**Exercise goal**
Below are some records; return all of them exactly as they are.
Supplied information Block Start
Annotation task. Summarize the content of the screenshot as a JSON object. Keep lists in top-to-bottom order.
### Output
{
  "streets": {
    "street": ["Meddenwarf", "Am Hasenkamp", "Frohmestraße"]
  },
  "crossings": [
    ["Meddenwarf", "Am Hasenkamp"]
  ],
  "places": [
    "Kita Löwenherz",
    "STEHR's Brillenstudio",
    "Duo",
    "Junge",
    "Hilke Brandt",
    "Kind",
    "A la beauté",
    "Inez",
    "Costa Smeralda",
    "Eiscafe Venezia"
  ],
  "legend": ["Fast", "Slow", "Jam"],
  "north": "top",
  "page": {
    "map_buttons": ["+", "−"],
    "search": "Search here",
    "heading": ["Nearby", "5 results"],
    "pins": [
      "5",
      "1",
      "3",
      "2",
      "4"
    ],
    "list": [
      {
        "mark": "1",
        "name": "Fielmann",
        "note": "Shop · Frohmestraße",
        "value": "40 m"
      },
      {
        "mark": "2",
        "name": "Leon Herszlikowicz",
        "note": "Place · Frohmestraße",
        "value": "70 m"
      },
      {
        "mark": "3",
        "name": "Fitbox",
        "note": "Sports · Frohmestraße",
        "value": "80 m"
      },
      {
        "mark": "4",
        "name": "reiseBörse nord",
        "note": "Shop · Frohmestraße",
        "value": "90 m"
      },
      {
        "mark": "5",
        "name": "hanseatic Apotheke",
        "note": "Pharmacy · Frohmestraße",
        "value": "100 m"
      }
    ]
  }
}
Supplied information Block End
**Finished exercise**
Annotation task. Summarize the content of the screenshot as a JSON object. Keep lists in top-to-bottom order.
### Output
{
  "streets": {
    "street": ["Meddenwarf", "Am Hasenkamp", "Frohmestraße"]
  },
  "crossings": [
    ["Meddenwarf", "Am Hasenkamp"]
  ],
  "places": [
    "Kita Löwenherz",
    "STEHR's Brillenstudio",
    "Duo",
    "Junge",
    "Hilke Brandt",
    "Kind",
    "A la beauté",
    "Inez",
    "Costa Smeralda",
    "Eiscafe Venezia"
  ],
  "legend": ["Fast", "Slow", "Jam"],
  "north": "top",
  "page": {
    "map_buttons": ["+", "−"],
    "search": "Search here",
    "heading": ["Nearby", "5 results"],
    "pins": [
      "5",
      "1",
      "3",
      "2",
      "4"
    ],
    "list": [
      {
        "mark": "1",
        "name": "Fielmann",
        "note": "Shop · Frohmestraße",
        "value": "40 m"
      },
      {
        "mark": "2",
        "name": "Leon Herszlikowicz",
        "note": "Place · Frohmestraße",
        "value": "70 m"
      },
      {
        "mark": "3",
        "name": "Fitbox",
        "note": "Sports · Frohmestraße",
        "value": "80 m"
      },
      {
        "mark": "4",
        "name": "reiseBörse nord",
        "note": "Shop · Frohmestraße",
        "value": "90 m"
      },
      {
        "mark": "5",
        "name": "hanseatic Apotheke",
        "note": "Pharmacy · Frohmestraße",
        "value": "100 m"
      }
    ]
  }
}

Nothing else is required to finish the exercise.